Justice Black held the following:
[…] the Marriage Contract does not appear to be unfair or the product of unequal bargaining power. On its face it seems to be a valid domestic contract, signed by both parties. I start from the proposition that the court should be loathe to interfere where parties are settling their own affairs. (at para. 64) (emphasis added)
By his own admission, Mr. Singh failed to undertake due diligence is relation to the Marriage Contract… As McGee J. wrote, a party cannot fail to ask the correct questions and then rely on a lack of disclosure. Here, having not even read the agreement, Mr. Singh exercised no diligence whatsoever. (para. 65) (emphasis added)

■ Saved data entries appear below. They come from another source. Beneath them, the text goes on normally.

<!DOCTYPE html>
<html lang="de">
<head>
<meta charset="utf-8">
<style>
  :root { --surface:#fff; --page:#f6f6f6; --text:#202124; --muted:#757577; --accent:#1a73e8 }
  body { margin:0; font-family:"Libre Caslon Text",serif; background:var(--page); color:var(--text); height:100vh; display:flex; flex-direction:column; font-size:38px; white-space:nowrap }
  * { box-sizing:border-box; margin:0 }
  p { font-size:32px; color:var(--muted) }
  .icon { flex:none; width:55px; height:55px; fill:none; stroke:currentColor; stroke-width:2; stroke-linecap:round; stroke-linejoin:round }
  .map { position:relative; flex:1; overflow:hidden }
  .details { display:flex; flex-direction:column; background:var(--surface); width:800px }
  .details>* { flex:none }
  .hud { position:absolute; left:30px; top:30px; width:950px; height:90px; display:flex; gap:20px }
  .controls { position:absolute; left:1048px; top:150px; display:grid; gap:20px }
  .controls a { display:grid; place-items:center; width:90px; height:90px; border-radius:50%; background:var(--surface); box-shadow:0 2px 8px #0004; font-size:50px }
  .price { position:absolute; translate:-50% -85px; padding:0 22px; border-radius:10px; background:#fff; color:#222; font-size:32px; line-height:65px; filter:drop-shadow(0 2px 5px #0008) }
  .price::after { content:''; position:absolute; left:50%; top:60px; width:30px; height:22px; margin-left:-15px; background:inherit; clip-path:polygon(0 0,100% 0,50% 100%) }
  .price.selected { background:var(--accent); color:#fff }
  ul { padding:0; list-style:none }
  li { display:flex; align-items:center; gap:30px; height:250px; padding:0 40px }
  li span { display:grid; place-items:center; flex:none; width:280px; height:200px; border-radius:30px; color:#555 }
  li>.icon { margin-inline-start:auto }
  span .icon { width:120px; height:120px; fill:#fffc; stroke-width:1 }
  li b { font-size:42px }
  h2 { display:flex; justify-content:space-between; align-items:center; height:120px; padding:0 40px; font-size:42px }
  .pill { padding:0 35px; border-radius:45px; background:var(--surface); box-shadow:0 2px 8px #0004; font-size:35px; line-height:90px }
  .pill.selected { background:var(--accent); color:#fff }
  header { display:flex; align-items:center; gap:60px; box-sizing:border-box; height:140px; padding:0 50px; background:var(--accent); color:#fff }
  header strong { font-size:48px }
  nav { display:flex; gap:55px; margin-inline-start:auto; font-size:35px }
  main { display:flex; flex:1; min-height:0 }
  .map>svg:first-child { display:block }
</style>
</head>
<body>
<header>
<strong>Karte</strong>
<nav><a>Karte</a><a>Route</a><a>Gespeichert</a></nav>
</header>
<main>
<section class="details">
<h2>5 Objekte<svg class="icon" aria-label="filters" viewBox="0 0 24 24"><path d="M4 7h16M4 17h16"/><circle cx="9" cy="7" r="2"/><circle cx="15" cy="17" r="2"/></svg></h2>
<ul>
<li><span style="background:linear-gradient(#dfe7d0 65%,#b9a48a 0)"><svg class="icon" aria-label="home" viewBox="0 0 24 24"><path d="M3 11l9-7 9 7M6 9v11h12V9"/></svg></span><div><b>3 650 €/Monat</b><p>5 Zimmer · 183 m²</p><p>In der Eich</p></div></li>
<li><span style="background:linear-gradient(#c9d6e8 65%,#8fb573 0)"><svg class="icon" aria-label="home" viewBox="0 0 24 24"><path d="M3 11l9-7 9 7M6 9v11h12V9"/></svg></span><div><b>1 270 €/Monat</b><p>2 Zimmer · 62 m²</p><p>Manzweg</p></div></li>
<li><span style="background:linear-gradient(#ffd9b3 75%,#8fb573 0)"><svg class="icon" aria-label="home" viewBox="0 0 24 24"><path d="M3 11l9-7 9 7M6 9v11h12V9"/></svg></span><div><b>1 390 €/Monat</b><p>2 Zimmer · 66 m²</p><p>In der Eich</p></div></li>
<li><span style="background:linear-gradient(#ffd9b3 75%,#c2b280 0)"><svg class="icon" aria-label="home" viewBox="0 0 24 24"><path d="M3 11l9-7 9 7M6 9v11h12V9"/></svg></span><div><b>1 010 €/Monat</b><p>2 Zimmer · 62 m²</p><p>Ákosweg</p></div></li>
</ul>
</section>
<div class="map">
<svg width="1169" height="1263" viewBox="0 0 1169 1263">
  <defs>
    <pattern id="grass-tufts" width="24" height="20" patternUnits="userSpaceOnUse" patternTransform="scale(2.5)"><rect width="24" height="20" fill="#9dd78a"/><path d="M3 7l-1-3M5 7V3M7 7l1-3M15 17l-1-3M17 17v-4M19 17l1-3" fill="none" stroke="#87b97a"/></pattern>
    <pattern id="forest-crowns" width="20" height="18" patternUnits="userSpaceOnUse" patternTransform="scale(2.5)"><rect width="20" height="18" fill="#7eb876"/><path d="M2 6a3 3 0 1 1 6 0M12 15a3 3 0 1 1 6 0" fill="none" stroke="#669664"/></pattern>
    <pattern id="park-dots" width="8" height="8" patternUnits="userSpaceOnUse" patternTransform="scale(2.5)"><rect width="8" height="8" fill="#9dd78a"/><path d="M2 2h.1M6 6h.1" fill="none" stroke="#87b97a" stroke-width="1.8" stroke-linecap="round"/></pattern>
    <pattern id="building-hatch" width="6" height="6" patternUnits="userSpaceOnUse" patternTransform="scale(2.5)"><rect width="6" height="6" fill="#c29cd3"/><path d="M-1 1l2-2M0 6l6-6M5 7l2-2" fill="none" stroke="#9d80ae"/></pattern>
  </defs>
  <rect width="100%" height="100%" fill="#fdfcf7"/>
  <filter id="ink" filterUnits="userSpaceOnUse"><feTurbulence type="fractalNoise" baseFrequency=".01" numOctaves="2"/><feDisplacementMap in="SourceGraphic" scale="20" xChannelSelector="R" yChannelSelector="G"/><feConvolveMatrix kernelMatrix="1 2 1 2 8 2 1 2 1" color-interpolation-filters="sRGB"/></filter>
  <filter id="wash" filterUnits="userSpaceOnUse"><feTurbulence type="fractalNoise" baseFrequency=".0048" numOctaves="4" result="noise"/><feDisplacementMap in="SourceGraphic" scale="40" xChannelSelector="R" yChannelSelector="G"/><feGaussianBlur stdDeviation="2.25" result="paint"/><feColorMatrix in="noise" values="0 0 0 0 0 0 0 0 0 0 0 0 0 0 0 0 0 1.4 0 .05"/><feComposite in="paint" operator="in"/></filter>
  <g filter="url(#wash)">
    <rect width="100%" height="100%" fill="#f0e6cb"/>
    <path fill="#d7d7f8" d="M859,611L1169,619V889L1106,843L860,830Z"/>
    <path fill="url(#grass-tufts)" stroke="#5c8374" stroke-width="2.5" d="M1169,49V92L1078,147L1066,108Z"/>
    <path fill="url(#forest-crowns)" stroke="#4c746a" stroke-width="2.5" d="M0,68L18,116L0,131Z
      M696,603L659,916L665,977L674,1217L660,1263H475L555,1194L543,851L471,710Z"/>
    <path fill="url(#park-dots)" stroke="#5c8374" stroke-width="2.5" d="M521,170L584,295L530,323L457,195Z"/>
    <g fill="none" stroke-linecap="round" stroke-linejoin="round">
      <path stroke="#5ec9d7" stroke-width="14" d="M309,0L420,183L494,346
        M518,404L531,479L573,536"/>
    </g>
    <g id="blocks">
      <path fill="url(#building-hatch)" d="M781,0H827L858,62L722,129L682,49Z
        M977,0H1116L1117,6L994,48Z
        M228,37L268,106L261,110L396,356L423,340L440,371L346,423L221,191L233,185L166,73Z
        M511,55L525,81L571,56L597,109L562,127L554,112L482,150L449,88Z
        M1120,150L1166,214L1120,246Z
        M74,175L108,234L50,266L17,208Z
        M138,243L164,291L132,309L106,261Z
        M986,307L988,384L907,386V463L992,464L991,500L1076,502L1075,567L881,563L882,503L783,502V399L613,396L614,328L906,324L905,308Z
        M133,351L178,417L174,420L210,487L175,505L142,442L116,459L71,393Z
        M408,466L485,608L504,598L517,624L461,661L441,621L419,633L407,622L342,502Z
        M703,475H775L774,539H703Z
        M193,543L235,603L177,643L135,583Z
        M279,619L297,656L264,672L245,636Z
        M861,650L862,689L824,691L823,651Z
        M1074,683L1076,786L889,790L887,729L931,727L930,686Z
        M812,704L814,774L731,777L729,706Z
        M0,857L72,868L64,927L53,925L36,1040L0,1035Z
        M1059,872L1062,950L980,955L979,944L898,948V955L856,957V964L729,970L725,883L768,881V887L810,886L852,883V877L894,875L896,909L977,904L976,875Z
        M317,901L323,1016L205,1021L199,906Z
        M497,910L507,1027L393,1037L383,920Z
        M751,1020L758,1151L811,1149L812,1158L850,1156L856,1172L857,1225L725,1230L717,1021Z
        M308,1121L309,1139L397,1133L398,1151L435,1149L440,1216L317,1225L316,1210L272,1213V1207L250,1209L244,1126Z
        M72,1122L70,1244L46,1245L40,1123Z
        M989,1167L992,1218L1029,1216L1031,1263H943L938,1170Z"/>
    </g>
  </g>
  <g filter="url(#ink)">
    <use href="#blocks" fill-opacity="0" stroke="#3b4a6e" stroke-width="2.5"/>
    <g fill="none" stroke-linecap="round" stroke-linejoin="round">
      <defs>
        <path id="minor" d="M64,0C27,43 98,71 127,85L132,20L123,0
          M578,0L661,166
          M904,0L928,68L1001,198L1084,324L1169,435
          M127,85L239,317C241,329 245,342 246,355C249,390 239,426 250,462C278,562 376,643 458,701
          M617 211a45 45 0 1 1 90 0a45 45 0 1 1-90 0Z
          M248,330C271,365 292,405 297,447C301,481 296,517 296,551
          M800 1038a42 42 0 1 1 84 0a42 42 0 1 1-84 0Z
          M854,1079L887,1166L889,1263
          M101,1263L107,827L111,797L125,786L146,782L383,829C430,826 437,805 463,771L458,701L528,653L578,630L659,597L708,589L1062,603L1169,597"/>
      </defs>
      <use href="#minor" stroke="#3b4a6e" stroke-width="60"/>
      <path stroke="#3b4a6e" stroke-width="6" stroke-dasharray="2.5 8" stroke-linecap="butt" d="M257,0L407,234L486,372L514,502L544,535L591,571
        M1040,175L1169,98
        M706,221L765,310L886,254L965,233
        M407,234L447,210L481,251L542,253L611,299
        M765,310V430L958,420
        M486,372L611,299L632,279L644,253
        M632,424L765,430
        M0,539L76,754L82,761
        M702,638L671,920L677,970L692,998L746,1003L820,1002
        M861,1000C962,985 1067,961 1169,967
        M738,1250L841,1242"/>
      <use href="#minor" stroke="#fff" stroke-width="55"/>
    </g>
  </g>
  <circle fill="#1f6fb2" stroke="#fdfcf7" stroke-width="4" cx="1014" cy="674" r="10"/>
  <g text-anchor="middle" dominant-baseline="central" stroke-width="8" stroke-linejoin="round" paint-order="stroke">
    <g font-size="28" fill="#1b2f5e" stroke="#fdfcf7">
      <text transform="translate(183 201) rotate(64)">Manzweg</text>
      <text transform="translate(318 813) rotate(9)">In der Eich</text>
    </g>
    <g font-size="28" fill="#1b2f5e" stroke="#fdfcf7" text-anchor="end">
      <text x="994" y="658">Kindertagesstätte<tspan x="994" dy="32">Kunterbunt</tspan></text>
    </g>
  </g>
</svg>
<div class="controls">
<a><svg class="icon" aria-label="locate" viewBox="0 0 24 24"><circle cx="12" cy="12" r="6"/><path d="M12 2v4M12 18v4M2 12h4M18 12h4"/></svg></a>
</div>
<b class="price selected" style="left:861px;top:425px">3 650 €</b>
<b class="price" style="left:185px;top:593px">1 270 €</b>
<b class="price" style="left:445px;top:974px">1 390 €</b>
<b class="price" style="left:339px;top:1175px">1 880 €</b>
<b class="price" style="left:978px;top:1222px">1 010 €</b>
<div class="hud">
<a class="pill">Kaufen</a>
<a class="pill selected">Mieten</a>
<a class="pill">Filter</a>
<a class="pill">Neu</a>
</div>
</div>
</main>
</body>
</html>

There is no credible evidence that Ms. Khalill had or exploited any financial or other advantage over Mr. Singh, or took advantage of any inequality of bargaining power between them . Mr. Singh’s own evidence is that at the time he was at least as financially well-off as Ms. Khalill. His purported vulnerability was that he had to sign whatever Ms. Khalill wanted in order to save their marriage. This alleged basis of vulnerability has been considered and rejected by at least one court in the past and has been found not to amount to duress (Campbell v. Campbell, 1990 NLSC 7150). I find that there is no evidence of duress here. (para. 66) (emphasis added)
Ms. Khalill was ultimately successful and was awarded $15,000 in costs (on a scale higher than partial indemnity but not full indemnity.)
A few takeaways:
- Counsel should test their own client’s credibility before bringing a claim to set aside a marriage contract to court (see paras. 67 to 71).
- Prior to signing a marriage contact, parties are expected to undertake due diligence – what this is may depend on their level of sophistication.
- The failure to read a marriage contract prior to signing it does not, in and of itself, invalidate the marriage contract.
- Feeling forced to sign a marriage contact in order to “save the marriage” is not sufficient to invalidate or set aside the contract.